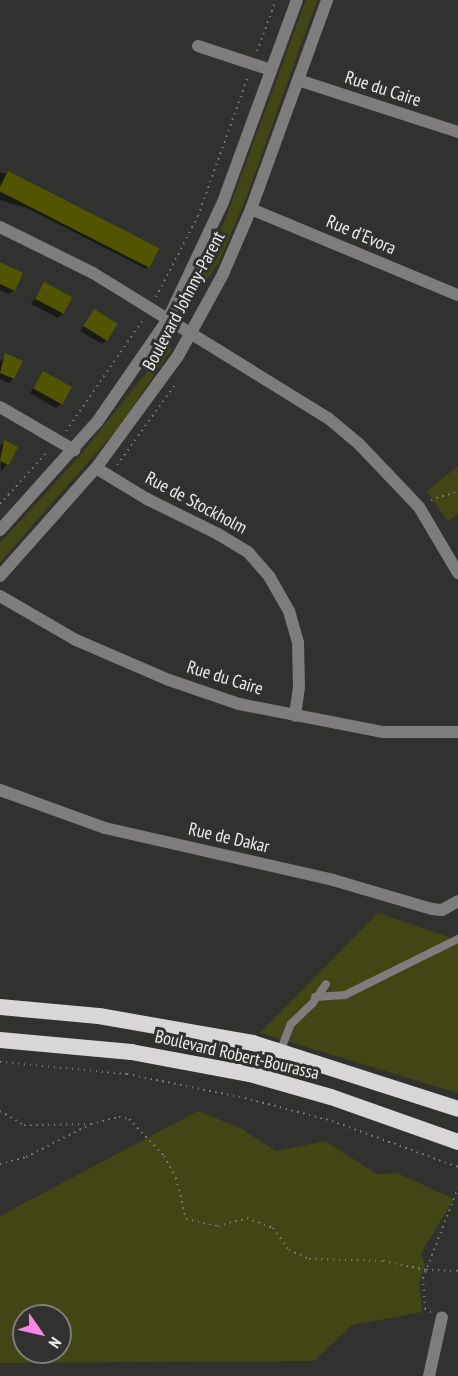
<!DOCTYPE html>
<style>
body{margin:0}
#map{position:relative;width:458px;height:1376px;overflow:hidden;background:#31322f;font-family:"PT Sans Narrow",sans-serif}
div>[style]{position:absolute}
[style*='--x']{left:calc(var(--x)*1px);top:calc(var(--y)*1px);width:calc(var(--w)*1px);rotate:calc(var(--a)*1deg)}
.green>*{inset:0;background:#424614}
.shadow>*{inset:0;background:#0007}
.building>*{inset:0;background:#515500;transform-origin:0 0}
.path>*{height:2px;margin-top:-1px;transform-origin:0;background:repeating-linear-gradient(90deg,#787976 0 1.5px,transparent 0 6px)}
.service>*{height:8px;margin:-4px;padding:0 4px;transform-origin:4px;border-radius:4px;background:#7e7c7d}
.minor>*{height:12px;margin:-6px;padding:0 6px;transform-origin:6px;border-radius:6px;background:#7e7c7d}
.tertiary>*{height:12px;margin:-6px;padding:0 6px;transform-origin:6px;border-radius:6px;background:#7e7c7d}
.trunk>*{height:16px;margin:-8px;padding:0 8px;transform-origin:8px;border-radius:8px;background:#d9d6d8}
span{translate:-50% -50%;white-space:nowrap;text-align:center;line-height:1.15;-webkit-text-stroke:6px #31322f;paint-order:stroke}
.street-label{font-size:18px;color:#ecedeb}
.north{position:absolute;left:12px;top:1304px;width:60px;height:60px;box-sizing:border-box;background:#31322f;border:2px solid #7c7d7a;border-radius:50%;rotate:124deg;font-size:16px;font-weight:700;line-height:24px;text-align:center;color:#ecedeb}
.north::after{content:'';display:block;margin:auto;width:21px;height:27px;background:#fb86e5;clip-path:polygon(50% 0,100% 100%,50% 72%,0 100%)}
</style>
<div id="map">
<div class="green">
<div style="clip-path:polygon(306px 0,317px 0,246px 198px,219px 262px,191px 302px,187px 299px,225px 220px)"></div>
<div style="clip-path:polygon(167px 347px,171px 350px,119px 427px,0 562px,0 543px,78px 458px)"></div>
<div style="clip-path:polygon(458px 466px,458px 514px,448px 521px,427px 491px)"></div>
<div style="clip-path:polygon(378px 913px,458px 940px,458px 1093px,260px 1033px)"></div>
<div style="clip-path:polygon(evenodd,198px 1111px,240px 1128px,276px 1151px,325px 1141px,377px 1174px,397px 1173px,454px 1199px,421px 1253px,425px 1266px,419px 1281px,422px 1312px,352px 1325px,314px 1361px,0 1363px,0 1216px,198px 1111px,24px 1316px,60px 1316px,60px 1352px,24px 1352px,24px 1316px)"></div>
</div>
<div class="shadow">
<div style="clip-path:polygon(0 172px,26px 180px,150px 264px,146px 269px,29px 209px,0 200px)"></div>
<div style="clip-path:polygon(0 263px,14px 290px,9px 294px,0 290px)"></div>
<div style="clip-path:polygon(44px 284px,62px 314px,58px 318px,31px 304px)"></div>
<div style="clip-path:polygon(95px 311px,107px 340px,102px 344px,80px 331px)"></div>
<div style="clip-path:polygon(6px 355px,13px 379px,9px 383px,0 379px,0 362px)"></div>
<div style="clip-path:polygon(43px 373px,61px 404px,56px 408px,30px 393px)"></div>
<div style="clip-path:polygon(4px 442px,7px 464px,1px 471px,0 446px)"></div>
</div>
<div class="building">
<div style="left:8px;top:171px;width:170px;height:22px;rotate:27deg"></div>
<div style="clip-path:polygon(0 262px,23px 273px,15px 291px,0 284px)"></div>
<div style="left:44px;top:282px;width:32px;height:19px;rotate:28deg"></div>
<div style="left:94px;top:309px;width:28px;height:20px;rotate:32deg"></div>
<div style="clip-path:polygon(5px 353px,23px 361px,14px 379px,0 373px)"></div>
<div style="left:43px;top:371px;width:33px;height:20px;rotate:29deg"></div>
<div style="clip-path:polygon(4px 440px,18px 447px,9px 465px,0 461px)"></div>
</div>
<div class="path">
<div style="--x:257;--y:51;--w:54;--a:-69.6"></div>
<div style="--x:156;--y:297;--w:91;--a:-62.6"></div>
<div style="--x:198;--y:216;--w:149;--a:-70.3"></div>
<div style="--x:66;--y:431;--w:135;--a:-55.3"></div>
<div style="--x:117;--y:465;--w:102;--a:-54.1"></div>
<div style="--x:431;--y:500;--w:28;--a:-18"></div>
<div style="--x:0;--y:504;--w:72;--a:-47.8"></div>
<div style="--x:0;--y:1062;--w:128;--a:5.4"></div>
<div style="--x:127;--y:1074;--w:120;--a:11.5"></div>
<div style="--x:245;--y:1098;--w:90;--a:14.8"></div>
<div style="--x:332;--y:1121;--w:134;--a:20.1"></div>
<div style="--x:0;--y:1111;--w:28;--a:30"></div>
<div style="--x:24;--y:1125;--w:65;--a:-0.9"></div>
<div style="--x:0;--y:1164;--w:27;--a:-15"></div>
<div style="--x:26;--y:1157;--w:73;--a:-26.9"></div>
<div style="--x:91;--y:1124;--w:29;--a:-14"></div>
<div style="--x:119;--y:1117;--w:10;--a:11"></div>
<div style="--x:129;--y:1119;--w:51;--a:46.6"></div>
<div style="--x:164;--y:1156;--w:25;--a:61"></div>
<div style="--x:176;--y:1178;--w:42;--a:76.3"></div>
<div style="--x:186;--y:1219;--w:33;--a:12"></div>
<div style="--x:218;--y:1226;--w:30;--a:-15"></div>
<div style="--x:247;--y:1218;--w:28;--a:21"></div>
<div style="--x:273;--y:1228;--w:27;--a:54"></div>
<div style="--x:289;--y:1250;--w:22;--a:24"></div>
<div style="--x:309;--y:1259;--w:74;--a:1.5"></div>
<div style="--x:383;--y:1261;--w:44;--a:11.8"></div>
<div style="--x:426;--y:1270;--w:32;--a:2"></div>
<div style="--x:431;--y:1312;--w:7;--a:-153"></div>
<div style="--x:425;--y:1309;--w:31;--a:-94"></div>
<div style="--x:423;--y:1278;--w:97;--a:-68.7"></div>
</div>
<div class="service">
<div style="--x:315;--y:997;--w:30;--a:-4"></div>
<div style="--x:345;--y:995;--w:126;--a:-26.4"></div>
<div style="--x:280;--y:1052;--w:30;--a:-69"></div>
<div style="--x:291;--y:1024;--w:29;--a:-44"></div>
<div style="--x:312;--y:1004;--w:24;--a:-55"></div>
</div>
<div class="minor">
<div style="--x:198;--y:46;--w:77;--a:18.2"></div>
<div style="--x:298;--y:80;--w:168;--a:18"></div>
<div style="--x:251;--y:209;--w:224;--a:22.6"></div>
<div style="--x:0;--y:227;--w:104;--a:26.3"></div>
<div style="--x:93;--y:273;--w:276;--a:31.7"></div>
<div style="--x:328;--y:418;--w:39;--a:40"></div>
<div style="--x:358;--y:443;--w:88;--a:46.4"></div>
<div style="--x:419;--y:507;--w:77;--a:59.4"></div>
<div style="--x:0;--y:407;--w:86;--a:30.2"></div>
<div style="--x:96;--y:468;--w:60;--a:31.3"></div>
<div style="--x:147;--y:499;--w:79;--a:26.2"></div>
<div style="--x:218;--y:534;--w:35;--a:31"></div>
<div style="--x:248;--y:552;--w:32;--a:49"></div>
<div style="--x:269;--y:576;--w:40;--a:60.3"></div>
<div style="--x:289;--y:611;--w:33;--a:74"></div>
<div style="--x:298;--y:643;--w:44;--a:88.7"></div>
<div style="--x:299;--y:687;--w:29;--a:98"></div>
<div style="--x:0;--y:596;--w:88;--a:30.1"></div>
<div style="--x:76;--y:640;--w:101;--a:23.3"></div>
<div style="--x:169;--y:680;--w:74;--a:18.9"></div>
<div style="--x:239;--y:704;--w:147;--a:11"></div>
<div style="--x:383;--y:732;--w:75;--a:0"></div>
<div style="--x:0;--y:790;--w:112;--a:19.9"></div>
<div style="--x:105;--y:828;--w:234;--a:12.8"></div>
<div style="--x:333;--y:880;--w:103;--a:16.3"></div>
<div style="--x:432;--y:909;--w:10;--a:6"></div>
<div style="--x:442;--y:910;--w:18;--a:-29"></div>
<div style="--x:429;--y:1376;--w:60;--a:-77.6"></div>
</div>
<div class="tertiary">
<div style="--x:0;--y:530;--w:145;--a:-48.1"></div>
<div style="--x:97;--y:422;--w:125;--a:-55.4"></div>
<div style="--x:168;--y:319;--w:129;--a:-64.8"></div>
<div style="--x:223;--y:202;--w:215;--a:-69.9"></div>
<div style="--x:0;--y:576;--w:144;--a:-48.4"></div>
<div style="--x:96;--y:468;--w:139;--a:-53.8"></div>
<div style="--x:178;--y:356;--w:94;--a:-61.2"></div>
<div style="--x:223;--y:274;--w:71;--a:-66.7"></div>
<div style="--x:251;--y:209;--w:222;--a:-70"></div>
</div>
<div class="trunk">
<div style="--x:0;--y:1007;--w:99;--a:5.2"></div>
<div style="--x:99;--y:1016;--w:156;--a:9.9"></div>
<div style="--x:253;--y:1043;--w:215;--a:17.8"></div>
<div style="--x:0;--y:1040;--w:132;--a:5.2"></div>
<div style="--x:131;--y:1052;--w:121;--a:10.5"></div>
<div style="--x:250;--y:1074;--w:84;--a:15.9"></div>
<div style="--x:331;--y:1097;--w:135;--a:19.5"></div>
</div>
<div class="street-label">
<span style="left:383px;top:89px;rotate:18deg">Rue du Caire</span>
<span style="left:361px;top:235px;rotate:23deg">Rue d'Evora</span>
<span style="left:184px;top:301px;rotate:-62deg">Boulevard Johnny-Parent</span>
<span style="left:196px;top:503px;rotate:28deg">Rue de Stockholm</span>
<span style="left:225px;top:678px;rotate:17deg">Rue du Caire</span>
<span style="left:229px;top:838px;rotate:13deg">Rue de Dakar</span>
<span style="left:237px;top:1055px;rotate:13deg">Boulevard Robert-Bourassa</span>
</div>
<div class="north">N</div>
</div>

**Prompt**
Identify and extract each line of the listing that contains "origin".

**Answer section**
.building>*{inset:0;background:#515500;transform-origin:0 0}
.path>*{height:2px;margin-top:-1px;transform-origin:0;background:repeating-linear-gradient(90deg,#787976 0 1.5px,transparent 0 6px)}
.service>*{height:8px;margin:-4px;padding:0 4px;transform-origin:4px;border-radius:4px;background:#7e7c7d}
.minor>*{height:12px;margin:-6px;padding:0 6px;transform-origin:6px;border-radius:6px;background:#7e7c7d}
.tertiary>*{height:12px;margin:-6px;padding:0 6px;transform-origin:6px;border-radius:6px;background:#7e7c7d}
.trunk>*{height:16px;margin:-8px;padding:0 8px;transform-origin:8px;border-radius:8px;background:#d9d6d8}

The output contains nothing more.